We could observe these two kinds of page faults in following ways,
If the page is loaded in memory at the time the fault is generated,
but is not marked in the memory management unit as being loaded in memory,
then it is called a minor or soft page fault.
The operating system delays loading parts of the program from disk until
the program attempts to use it and the page fault is generated. If the
page is not loaded in memory at the time of the fault, then it is called
a major or hard page fault.
In code, it works as following,
filemap_fault()
---
page = find_get_page(mapping, offset);
if (likely(page) && !(vmf->flags & FAULT_FLAG_TRIED)) {
fpin = do_async_mmap_readahead(vmf, page);
} else if (!page) {
/* No page in the page cache at all */
count_vm_event(PGMAJFAULT);
count_memcg_event_mm(vmf->vma->vm_mm, PGMAJFAULT);
ret = VM_FAULT_MAJOR;
fpin = do_sync_mmap_readahead(vmf);
retry_find:
page = pagecache_get_page(mapping, offset,
FGP_CREAT|FGP_FOR_MMAP,
vmf->gfp_mask);
...
}
if (!lock_page_maybe_drop_mmap(vmf, page, &fpin))
goto out_retry;
---
mm_account_fault()
---
major = (ret & VM_FAULT_MAJOR) || (flags & FAULT_FLAG_TRIED);
if (major)
current->maj_flt++;
else
current->min_flt++;
---
However, there are some confusing things here,
The readahead could case the page cache has been allocated but IO
^^^^^^^^^^^^^^^^^^^^^^^^^^^^^^^^^^^^^^^^^^^^^^^^^^^^^^^^^^^^^^^^
is still ongoing. When we fault on this page, it will be accounted
^^^^^^^^^^^^^^^^
as min fault, but we need to wait the read IO complete.

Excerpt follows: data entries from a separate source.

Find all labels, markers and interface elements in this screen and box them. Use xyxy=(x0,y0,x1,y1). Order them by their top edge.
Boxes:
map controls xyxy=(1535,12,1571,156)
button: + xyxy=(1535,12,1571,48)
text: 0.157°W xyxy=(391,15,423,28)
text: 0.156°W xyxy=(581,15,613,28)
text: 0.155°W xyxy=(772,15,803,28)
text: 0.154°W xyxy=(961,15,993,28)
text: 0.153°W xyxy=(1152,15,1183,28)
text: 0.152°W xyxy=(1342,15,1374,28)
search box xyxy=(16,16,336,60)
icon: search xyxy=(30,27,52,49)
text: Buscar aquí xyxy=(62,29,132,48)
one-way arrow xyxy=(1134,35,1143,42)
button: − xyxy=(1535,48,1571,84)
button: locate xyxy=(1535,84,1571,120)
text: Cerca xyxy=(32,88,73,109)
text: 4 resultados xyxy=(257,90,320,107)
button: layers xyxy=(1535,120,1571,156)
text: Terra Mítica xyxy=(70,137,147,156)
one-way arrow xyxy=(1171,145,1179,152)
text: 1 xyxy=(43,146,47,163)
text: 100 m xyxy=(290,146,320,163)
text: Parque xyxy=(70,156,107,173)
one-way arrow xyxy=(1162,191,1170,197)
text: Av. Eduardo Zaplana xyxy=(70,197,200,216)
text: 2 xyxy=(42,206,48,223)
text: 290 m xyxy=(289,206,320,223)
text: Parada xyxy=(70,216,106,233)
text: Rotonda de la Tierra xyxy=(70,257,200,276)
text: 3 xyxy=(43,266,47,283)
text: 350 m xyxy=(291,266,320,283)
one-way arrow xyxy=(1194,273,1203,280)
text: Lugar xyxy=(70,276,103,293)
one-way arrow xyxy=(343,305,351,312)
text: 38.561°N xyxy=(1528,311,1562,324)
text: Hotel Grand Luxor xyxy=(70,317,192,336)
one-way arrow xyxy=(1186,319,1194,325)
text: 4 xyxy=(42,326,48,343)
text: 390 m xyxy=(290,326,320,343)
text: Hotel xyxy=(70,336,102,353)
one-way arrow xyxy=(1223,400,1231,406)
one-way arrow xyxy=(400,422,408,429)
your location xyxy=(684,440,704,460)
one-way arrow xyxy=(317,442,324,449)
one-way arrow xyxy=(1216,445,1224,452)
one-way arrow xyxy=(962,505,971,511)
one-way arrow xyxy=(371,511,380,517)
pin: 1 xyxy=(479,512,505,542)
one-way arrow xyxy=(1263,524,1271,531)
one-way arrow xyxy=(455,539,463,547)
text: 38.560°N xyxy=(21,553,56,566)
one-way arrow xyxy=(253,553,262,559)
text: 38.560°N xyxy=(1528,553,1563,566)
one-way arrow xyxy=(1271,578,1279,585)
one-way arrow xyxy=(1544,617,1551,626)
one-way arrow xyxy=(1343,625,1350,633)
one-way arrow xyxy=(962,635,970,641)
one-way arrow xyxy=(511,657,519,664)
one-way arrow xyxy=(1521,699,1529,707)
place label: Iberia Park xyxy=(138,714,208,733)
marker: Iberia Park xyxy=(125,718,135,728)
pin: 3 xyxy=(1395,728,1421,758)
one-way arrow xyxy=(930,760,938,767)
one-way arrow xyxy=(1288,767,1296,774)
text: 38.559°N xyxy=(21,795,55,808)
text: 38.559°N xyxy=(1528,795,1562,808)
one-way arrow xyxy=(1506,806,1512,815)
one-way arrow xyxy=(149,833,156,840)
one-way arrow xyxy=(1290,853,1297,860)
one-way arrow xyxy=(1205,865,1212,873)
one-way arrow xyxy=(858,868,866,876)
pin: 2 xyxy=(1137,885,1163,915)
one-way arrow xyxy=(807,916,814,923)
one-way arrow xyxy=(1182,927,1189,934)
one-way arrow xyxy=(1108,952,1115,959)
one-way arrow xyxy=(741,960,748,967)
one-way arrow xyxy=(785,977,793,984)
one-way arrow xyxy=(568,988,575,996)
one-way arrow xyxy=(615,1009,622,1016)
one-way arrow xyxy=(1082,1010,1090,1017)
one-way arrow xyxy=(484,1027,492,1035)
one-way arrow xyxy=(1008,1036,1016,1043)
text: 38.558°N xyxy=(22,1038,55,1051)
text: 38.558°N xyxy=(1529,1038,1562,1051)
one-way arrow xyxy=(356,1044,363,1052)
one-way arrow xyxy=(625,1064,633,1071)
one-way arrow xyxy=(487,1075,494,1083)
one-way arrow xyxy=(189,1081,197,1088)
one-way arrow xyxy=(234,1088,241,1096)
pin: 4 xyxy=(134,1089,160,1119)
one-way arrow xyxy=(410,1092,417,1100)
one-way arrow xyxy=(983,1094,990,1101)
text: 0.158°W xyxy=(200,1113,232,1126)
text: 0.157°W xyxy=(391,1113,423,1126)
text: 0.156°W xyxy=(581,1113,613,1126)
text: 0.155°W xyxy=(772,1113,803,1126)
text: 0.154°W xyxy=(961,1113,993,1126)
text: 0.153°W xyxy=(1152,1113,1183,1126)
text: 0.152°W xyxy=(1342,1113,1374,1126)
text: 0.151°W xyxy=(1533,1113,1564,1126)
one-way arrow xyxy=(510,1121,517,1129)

This is
similar with the major faults.
CPU0 CPU1 CPU2 CPU3
per-cpu pvecs.lru_add pvecs.lru_add pvecs.lru_add pvecs.lru_add
per-numa pglist_data
File/Anon Active/Inactive LRU list
+-------------+ +------------+
/ active / / inactive /
+-------------+ +-------------+
The basic principle is to add to a local per-cpu queue and then batch to add to
global lru list when the number of local reaches a threshold.
filemap_fault()
grab_cache_page_write_begin()
-> pagecache_get_page()
-> add_to_page_cache_lru()
generic_file_buffered_read()
-> add_to_page_cache_lru()
-> lru_cache_add()
---
get_page(page);
local_lock(&lru_pvecs.lock);
pvec = this_cpu_ptr(&lru_pvecs.lru_add);
// the threshold is PAGEVEC_SIZE 15
if (!pagevec_add(pvec, page) || PageCompound(page))
__pagevec_lru_add(pvec);
local_unlock(&lru_pvecs.lock);
---
This percpu pagevec is to reduce the contending on the pgdat->lru_lock
which is a per numa node one.
__pagevec_lru_add()
---
pagevec_lru_move_fn(pvec, __pagevec_lru_add_fn, NULL);
---
//This is the infrastructure of rotating pages around lru list
pagevec_lru_move_fn()
---
for (i = 0; i < pagevec_count(pvec); i++) {
struct page *page = pvec->pages[i];
struct pglist_data *pagepgdat = page_pgdat(page);
if (pagepgdat != pgdat) {
if (pgdat)
spin_unlock_irqrestore(&pgdat->lru_lock, flags);
pgdat = pagepgdat;
//The pgdat represents a whole numa node !!!!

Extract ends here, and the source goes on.